I know I am a bit overdue for a post. Have I been ill? Yes, but apart from Christmas when I felt like I was dying, no more than usual, which is not enough of an excuse. Have I tired of the project? No, but I'm not in any haste to complete it. Am I lazy? Yes, probably. Unproductive? Yes, tend to be.
Anyway, a few preliminary words about Towton. Obviously a Yorkist v Lancastrian fixture, but in some ways more. Progressives versus traditionalists. The Establishment versus the Outs. Neville v Percy. Neville v Beaufort. Mowbray (a thoroughly pissed off Mowbray) v Lancaster. Warwick v anyone keeping him from the light. South v North. There are probably more sub-plots I haven't thought of.

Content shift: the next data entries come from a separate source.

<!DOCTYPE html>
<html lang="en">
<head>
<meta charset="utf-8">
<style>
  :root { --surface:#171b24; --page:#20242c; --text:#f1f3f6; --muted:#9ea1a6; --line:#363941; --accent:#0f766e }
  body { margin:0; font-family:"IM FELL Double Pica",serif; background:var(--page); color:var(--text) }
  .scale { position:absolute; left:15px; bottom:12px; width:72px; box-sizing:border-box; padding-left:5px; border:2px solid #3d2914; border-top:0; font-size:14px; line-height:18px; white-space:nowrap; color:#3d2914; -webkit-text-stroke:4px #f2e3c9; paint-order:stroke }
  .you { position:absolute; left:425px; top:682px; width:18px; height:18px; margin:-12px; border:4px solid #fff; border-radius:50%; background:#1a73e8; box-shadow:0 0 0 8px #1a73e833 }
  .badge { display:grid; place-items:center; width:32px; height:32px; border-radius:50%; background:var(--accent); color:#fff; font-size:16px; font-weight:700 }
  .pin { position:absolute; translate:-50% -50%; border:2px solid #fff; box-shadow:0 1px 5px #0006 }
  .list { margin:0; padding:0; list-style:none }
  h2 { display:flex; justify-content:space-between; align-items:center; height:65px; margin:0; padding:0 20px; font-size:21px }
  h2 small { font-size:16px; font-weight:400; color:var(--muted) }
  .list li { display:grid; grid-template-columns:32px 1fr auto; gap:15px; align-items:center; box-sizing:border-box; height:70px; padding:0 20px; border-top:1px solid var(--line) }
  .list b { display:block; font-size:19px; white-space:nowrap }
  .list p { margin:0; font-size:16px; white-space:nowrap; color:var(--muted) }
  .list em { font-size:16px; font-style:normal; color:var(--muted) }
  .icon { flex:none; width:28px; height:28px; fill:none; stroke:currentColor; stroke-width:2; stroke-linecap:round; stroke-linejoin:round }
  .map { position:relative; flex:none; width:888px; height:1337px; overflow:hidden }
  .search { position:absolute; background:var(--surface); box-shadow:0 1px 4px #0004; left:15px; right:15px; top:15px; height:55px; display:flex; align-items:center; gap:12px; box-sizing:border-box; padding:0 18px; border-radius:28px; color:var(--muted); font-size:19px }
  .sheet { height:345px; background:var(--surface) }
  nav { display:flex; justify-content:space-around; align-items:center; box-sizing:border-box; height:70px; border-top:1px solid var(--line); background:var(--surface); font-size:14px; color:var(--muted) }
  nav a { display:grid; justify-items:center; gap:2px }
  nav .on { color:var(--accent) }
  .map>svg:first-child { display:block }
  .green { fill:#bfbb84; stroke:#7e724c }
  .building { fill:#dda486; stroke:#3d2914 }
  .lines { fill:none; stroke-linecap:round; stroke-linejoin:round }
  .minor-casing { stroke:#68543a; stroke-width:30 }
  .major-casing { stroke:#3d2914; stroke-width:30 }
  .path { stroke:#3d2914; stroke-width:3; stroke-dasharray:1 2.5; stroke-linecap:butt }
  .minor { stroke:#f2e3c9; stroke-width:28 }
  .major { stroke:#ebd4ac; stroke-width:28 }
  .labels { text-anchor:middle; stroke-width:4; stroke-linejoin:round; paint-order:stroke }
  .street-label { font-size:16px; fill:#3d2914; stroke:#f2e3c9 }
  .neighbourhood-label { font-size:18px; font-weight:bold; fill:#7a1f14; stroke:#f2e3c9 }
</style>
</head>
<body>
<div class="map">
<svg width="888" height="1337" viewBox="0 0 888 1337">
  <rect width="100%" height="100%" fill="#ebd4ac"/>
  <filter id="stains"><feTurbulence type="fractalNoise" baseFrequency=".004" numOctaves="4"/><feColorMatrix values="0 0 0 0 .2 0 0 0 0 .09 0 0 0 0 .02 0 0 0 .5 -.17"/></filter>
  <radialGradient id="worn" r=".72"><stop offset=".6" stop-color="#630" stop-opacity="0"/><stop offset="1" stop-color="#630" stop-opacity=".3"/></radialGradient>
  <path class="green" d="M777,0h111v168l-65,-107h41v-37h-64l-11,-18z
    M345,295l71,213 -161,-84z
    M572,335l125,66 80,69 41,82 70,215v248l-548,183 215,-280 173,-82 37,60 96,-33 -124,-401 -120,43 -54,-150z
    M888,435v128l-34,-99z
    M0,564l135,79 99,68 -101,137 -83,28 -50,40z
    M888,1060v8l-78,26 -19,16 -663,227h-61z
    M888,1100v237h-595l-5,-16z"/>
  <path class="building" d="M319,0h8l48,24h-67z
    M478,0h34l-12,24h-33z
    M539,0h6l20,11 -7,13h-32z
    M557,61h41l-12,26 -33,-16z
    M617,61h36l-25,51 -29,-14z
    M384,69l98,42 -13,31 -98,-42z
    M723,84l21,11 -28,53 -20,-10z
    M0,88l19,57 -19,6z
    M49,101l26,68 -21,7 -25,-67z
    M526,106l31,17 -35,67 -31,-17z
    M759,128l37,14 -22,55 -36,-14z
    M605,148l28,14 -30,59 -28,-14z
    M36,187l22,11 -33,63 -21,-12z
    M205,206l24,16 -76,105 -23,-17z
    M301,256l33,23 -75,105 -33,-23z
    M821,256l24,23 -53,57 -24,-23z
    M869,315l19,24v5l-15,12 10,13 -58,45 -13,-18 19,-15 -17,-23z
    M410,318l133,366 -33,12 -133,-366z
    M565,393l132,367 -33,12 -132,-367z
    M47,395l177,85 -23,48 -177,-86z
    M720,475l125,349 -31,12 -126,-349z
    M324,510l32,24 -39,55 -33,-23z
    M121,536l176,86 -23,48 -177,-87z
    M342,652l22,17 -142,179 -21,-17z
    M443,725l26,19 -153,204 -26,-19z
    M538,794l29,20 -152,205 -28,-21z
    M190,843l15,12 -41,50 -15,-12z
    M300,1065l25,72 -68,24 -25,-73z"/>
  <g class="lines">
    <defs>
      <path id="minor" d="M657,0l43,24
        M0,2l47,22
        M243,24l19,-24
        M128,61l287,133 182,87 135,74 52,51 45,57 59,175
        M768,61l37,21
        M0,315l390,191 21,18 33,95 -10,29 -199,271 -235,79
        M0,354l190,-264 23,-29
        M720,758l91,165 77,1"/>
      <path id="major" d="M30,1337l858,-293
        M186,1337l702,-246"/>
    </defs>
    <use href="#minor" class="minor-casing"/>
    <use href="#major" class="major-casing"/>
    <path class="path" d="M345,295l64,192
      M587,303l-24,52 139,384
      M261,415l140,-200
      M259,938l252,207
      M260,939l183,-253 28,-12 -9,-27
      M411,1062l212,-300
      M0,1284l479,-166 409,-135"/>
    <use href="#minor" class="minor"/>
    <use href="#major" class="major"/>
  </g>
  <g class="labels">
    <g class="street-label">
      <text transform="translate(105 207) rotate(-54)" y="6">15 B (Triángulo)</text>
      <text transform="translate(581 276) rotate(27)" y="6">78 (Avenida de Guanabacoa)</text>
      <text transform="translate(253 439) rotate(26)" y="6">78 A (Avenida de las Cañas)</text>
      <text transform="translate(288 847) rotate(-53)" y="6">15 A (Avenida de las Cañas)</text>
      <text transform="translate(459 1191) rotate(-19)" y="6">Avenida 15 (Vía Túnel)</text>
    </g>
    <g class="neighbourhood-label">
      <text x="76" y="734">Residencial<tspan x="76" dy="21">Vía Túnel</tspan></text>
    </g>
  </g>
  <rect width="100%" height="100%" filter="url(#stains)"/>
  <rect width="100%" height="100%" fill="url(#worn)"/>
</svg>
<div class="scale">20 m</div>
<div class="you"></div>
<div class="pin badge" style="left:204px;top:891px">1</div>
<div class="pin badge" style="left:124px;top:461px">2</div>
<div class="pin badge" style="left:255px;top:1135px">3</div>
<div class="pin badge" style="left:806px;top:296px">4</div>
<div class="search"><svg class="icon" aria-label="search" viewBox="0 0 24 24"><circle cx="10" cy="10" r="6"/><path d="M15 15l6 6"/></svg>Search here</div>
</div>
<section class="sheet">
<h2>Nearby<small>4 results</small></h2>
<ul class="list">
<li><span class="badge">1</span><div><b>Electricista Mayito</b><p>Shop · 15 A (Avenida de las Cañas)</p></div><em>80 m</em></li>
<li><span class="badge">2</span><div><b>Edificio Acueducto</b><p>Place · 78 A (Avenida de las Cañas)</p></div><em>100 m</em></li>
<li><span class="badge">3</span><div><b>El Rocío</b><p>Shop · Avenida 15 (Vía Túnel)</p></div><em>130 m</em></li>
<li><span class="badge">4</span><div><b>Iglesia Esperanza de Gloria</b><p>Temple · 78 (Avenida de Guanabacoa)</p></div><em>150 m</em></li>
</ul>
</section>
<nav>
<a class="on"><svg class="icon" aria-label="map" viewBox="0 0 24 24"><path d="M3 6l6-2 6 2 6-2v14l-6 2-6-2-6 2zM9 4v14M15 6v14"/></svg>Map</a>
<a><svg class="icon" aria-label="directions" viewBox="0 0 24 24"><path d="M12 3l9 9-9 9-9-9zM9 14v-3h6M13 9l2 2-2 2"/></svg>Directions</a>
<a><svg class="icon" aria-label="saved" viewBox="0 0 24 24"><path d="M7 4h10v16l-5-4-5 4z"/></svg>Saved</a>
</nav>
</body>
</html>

Edward IV's support among the nobility was a bit limited at this stage. Just one earl fought for him, and that was Warwick. If, instead of a battle, they'd had a vote in the House of Lords there's little doubt Henry VI would have won. Despite his inadequacies, the depth of the continuing loyalty to King Henry should not be underestimated.
Towton is sometimes said to be the largest battle ever fought on English soil. The other contender is Marston Moor in the Civil War, also fought within a few miles of York. I will offer no opinion on this, except to say Towton was certainly a very large battle indeed, with almost the whole nobility engaged. Even Lord Stanley was there, an almost unique event. This was an achievement in itself, a bit like getting me to a current-day football match.
The Yorkists advanced from London in three groups, led by Edward himself, Warwick and Norfolk. They each went by a different route, probably as a means of achieving maximum recruitment to their colours. However, logistics and supply must also have been an issue, because by medieval English standards the forces raised were simply massive.